## Supplied records
== Segment start ==

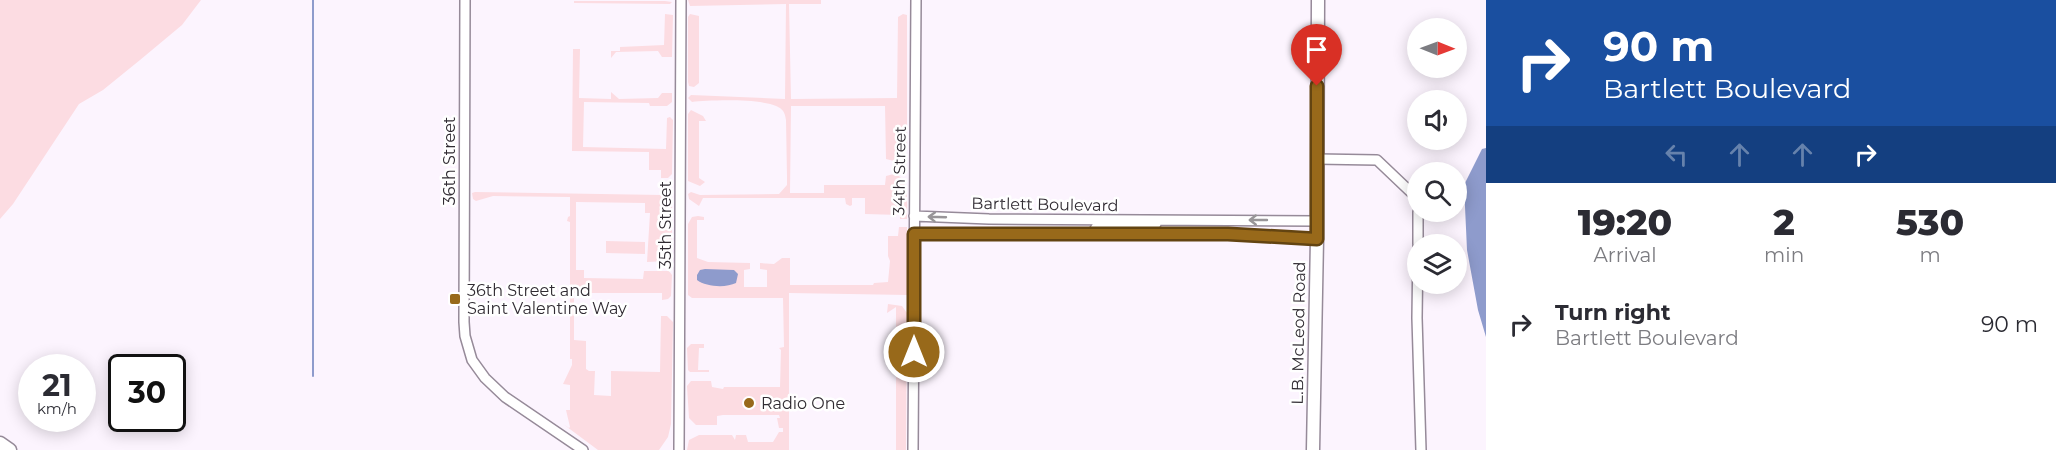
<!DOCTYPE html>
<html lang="en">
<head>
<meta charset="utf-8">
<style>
  :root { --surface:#fff; --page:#f2f2f3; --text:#2b2b33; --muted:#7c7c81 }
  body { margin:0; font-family:Montserrat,sans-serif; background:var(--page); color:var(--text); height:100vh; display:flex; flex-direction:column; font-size:22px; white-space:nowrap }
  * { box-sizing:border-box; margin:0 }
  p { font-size:20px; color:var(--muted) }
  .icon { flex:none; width:33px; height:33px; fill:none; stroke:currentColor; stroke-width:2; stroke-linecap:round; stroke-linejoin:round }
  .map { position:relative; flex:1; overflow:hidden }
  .sheet { display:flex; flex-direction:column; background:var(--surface); width:570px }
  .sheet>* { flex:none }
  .top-card { background:#1a4fa0; color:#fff; overflow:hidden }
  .needle { width:39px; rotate:91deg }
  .buttons { position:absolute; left:1407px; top:18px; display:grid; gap:12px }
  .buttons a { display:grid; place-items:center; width:60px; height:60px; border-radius:50%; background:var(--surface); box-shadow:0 3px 15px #0003; font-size:30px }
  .speed { position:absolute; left:18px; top:354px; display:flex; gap:12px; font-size:30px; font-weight:700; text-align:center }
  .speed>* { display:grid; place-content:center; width:78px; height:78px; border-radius:50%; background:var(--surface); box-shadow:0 3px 15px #0003; line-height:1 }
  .speed small { font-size:15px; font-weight:400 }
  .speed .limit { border:3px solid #111; border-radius:9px; background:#fff; color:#111 }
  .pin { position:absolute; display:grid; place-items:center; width:51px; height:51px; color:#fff; margin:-62px -26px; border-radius:50% 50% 50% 0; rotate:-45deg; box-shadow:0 0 6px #0007 }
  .pin .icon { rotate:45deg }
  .me { position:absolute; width:66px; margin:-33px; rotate:0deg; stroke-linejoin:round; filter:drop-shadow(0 0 4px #0008) }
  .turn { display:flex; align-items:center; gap:21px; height:126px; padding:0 18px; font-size:27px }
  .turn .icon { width:78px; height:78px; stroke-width:2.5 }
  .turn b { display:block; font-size:42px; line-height:51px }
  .lanes { display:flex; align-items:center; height:57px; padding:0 18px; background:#0003; justify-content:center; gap:30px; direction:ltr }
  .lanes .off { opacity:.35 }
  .eta { display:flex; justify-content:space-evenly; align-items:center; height:102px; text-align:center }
  .eta b { font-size:36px; font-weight:800; line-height:42px }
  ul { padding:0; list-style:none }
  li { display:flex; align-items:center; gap:18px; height:78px; padding:0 18px }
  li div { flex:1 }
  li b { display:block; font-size:22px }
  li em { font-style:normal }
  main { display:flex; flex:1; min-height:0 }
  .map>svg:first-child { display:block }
  .green { fill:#fcdce2 }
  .water { fill:#8e9bcc }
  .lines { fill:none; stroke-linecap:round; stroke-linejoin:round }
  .stream { stroke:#8e9bcc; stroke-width:2 }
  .minor-casing { stroke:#968a99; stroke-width:12 }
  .tertiary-casing { stroke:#968a99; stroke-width:15 }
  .minor { stroke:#fff; stroke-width:9 }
  .tertiary { stroke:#fff; stroke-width:12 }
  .oneway { stroke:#989598 }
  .route-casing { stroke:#634411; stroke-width:15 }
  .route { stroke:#98691a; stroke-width:10 }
  .poi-dot { fill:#98691a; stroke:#fff; stroke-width:2 }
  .labels { text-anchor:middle; stroke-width:5; stroke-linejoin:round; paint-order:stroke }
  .street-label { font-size:16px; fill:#302b32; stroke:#fff }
  .poi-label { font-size:16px; fill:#302b32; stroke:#fff; text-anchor:start }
</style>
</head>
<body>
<main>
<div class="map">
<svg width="1486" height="450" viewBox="0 0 1486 450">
  <rect width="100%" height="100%" fill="#fcf4fe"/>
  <!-- green -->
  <path class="green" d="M0 0H201L182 25 140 60 103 90 79 104 13 204 0 219Z
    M688 0H821V4H789L791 99 897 98 898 17 903 14 907 15V147L904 154 894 161 886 159 885 106H791L790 193H824V185H885L886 176C911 166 907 205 907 219H900V215L865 214V198H852V205L850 206 846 204 845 198H703L699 206 689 199 688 194 691 192 700 195 779 194 787 185V177L786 120C785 115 785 112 780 108 766 98 710 100 692 102L688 98 691 95 785 99 786 4 690 6Z
    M574 1H665L672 2 670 4 574 3Z
    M665 14 673 15 672 57H662L658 51 616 52 611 58V51H620V47L664 45Z
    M690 14 699 16V83L694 87 689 86 688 82V17Z
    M573 49H580L579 98 611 99V92L619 99 658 98 662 93H672V102L667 106H650L649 103 584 102 583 147 666 149 667 118 670 117 673 120 672 174 668 178H661V170H649V152L572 151Z
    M691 110 703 116 706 121H699V178L705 182 700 186 688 181V114Z
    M662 188 669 190 672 194V257L667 261 647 262 650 213H645V203L576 202V270H584V278L643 279 644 271H669L672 275 671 296 668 299 662 300V293H574V340L586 341V369L589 371H595L594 395 611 396V371L660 372 661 316H667L673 322 671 424 668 437 659 450H598L563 424 569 428 570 427 566 410H570V385L563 384 572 365V359H570V222L567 221 568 217 570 216V197L493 196 476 201 473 199 472 193 475 192 662 195Z
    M698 216 704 217V220H697V258L708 262 750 263V269L744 270V287H767V270L760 269V263L774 264 782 258H790V285H873L874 283 888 282 890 261 888 256V236H898L899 227H907L908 295 789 293V450H687L689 440 699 435H732L735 440 736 435H746L748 442H773L779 432H783V428H779L777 418H780L779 415H723L717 416V425H696L689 418 687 386 691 381H711L712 387 723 389 724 387H780L781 350 779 348 784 347 783 298H692L688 295V224L692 217Z
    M606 241 645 242V254L606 253Z
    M888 304 902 306 907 313 906 450H896V307L887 313Z
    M691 344H704V348H699L698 370H709V372H690L688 370 687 348Z"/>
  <!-- water -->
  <path class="water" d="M1486 148V337L1478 310 1467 250 1464 185 1482 149Z
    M705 269 734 270 738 274 736 283C726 288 706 287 697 280V275L700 270Z"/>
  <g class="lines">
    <!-- stream -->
    <path class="stream" d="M313 376V0"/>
    <defs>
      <path id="minor" d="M465 0 464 322 465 336 472 360 485 378 505 397 583 450
        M1317 159 1377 160 1418 199
        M914 216 989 219 1317 221
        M914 234H1228L1317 239
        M1092 234 1097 226H1145L1156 224
        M1418 244V212
        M1418 246 1417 318 1421 450
        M679 450 681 0
        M913 450 916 0"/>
      <path id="tertiary" d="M0 443 10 450
        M1313 450 1317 239 1318 0"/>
    </defs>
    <!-- minor casing -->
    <use href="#minor" class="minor-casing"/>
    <!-- tertiary casing -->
    <use href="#tertiary" class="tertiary-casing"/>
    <!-- minor -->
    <use href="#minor" class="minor"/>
    <!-- tertiary -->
    <use href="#tertiary" class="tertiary"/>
  </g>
  <!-- one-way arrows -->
  <defs><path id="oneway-shaft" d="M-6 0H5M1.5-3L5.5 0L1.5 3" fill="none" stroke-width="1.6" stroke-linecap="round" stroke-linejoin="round" transform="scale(1.5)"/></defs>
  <g class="oneway">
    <use href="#oneway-shaft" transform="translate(937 217) rotate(-178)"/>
    <use href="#oneway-shaft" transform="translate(1258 220) rotate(-180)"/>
  </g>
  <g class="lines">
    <defs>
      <path id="route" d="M914 352V234H1228L1317 239V86"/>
    </defs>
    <!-- route casing -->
    <use href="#route" class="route-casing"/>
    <!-- route -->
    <use href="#route" class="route"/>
  </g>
  <!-- markers -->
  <g class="poi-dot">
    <rect x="449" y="293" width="12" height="12" rx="3"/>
    <circle cx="749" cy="403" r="6"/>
  </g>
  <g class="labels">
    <!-- street labels -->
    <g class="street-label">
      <text transform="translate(449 161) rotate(-90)" y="6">36th Street</text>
      <text transform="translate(899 171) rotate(-89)" y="6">34th Street</text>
      <text transform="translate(1045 204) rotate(1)" y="6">Bartlett Boulevard</text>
      <text transform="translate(665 225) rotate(-90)" y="6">35th Street</text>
      <text transform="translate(1298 333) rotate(-89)" y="6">L.B. McLeod Road</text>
    </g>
    <!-- poi labels -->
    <g class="poi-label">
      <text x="467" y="296">36th Street and<tspan x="467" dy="18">Saint Valentine Way</tspan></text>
      <text x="761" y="409">Radio One</text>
    </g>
  </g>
</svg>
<div class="buttons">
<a><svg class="needle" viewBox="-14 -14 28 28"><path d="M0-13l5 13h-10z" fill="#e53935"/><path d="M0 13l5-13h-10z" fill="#7c7c81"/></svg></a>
<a><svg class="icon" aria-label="sound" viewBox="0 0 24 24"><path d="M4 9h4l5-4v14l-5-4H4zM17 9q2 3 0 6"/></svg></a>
<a><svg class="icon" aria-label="search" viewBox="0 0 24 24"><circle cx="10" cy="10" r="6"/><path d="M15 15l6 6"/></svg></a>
<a><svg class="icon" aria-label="layers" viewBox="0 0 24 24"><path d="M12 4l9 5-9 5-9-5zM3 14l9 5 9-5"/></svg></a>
</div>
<div class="speed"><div>21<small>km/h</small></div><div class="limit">30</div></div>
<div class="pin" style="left:1317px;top:86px;background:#d93025"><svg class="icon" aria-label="arrive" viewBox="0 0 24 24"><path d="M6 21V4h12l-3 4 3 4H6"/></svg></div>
<svg class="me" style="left:914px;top:352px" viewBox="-20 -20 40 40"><circle r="17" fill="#98691a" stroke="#fff" stroke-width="3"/><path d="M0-11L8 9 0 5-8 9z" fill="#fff"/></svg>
</div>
<section class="sheet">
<div class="top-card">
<div class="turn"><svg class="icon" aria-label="right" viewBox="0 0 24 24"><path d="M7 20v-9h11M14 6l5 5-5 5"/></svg><div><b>90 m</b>Bartlett Boulevard</div></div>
<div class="lanes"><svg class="icon off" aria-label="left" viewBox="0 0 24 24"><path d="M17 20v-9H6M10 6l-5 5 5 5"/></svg><svg class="icon off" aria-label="ahead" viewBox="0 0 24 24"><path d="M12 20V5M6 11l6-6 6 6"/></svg><svg class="icon off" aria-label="ahead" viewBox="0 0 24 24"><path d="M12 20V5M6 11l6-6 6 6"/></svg><svg class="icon" aria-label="right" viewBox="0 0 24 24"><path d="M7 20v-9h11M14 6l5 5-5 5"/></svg></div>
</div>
<div class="eta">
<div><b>19:20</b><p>Arrival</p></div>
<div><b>2</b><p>min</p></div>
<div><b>530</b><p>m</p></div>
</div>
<ul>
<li><svg class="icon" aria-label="right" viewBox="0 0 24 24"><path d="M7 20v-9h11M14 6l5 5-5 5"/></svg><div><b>Turn right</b><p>Bartlett Boulevard</p></div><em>90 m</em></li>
</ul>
</section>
</main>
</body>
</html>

== Segment end ==

## About this exercise
Each line above with the string "border" should be reported in full.

## Output
  * { box-sizing:border-box; margin:0 }
  .buttons a { display:grid; place-items:center; width:60px; height:60px; border-radius:50%; background:var(--surface); box-shadow:0 3px 15px #0003; font-size:30px }
  .speed>* { display:grid; place-content:center; width:78px; height:78px; border-radius:50%; background:var(--surface); box-shadow:0 3px 15px #0003; line-height:1 }
  .speed .limit { border:3px solid #111; border-radius:9px; background:#fff; color:#111 }
  .pin { position:absolute; display:grid; place-items:center; width:51px; height:51px; color:#fff; margin:-62px -26px; border-radius:50% 50% 50% 0; rotate:-45deg; box-shadow:0 0 6px #0007 }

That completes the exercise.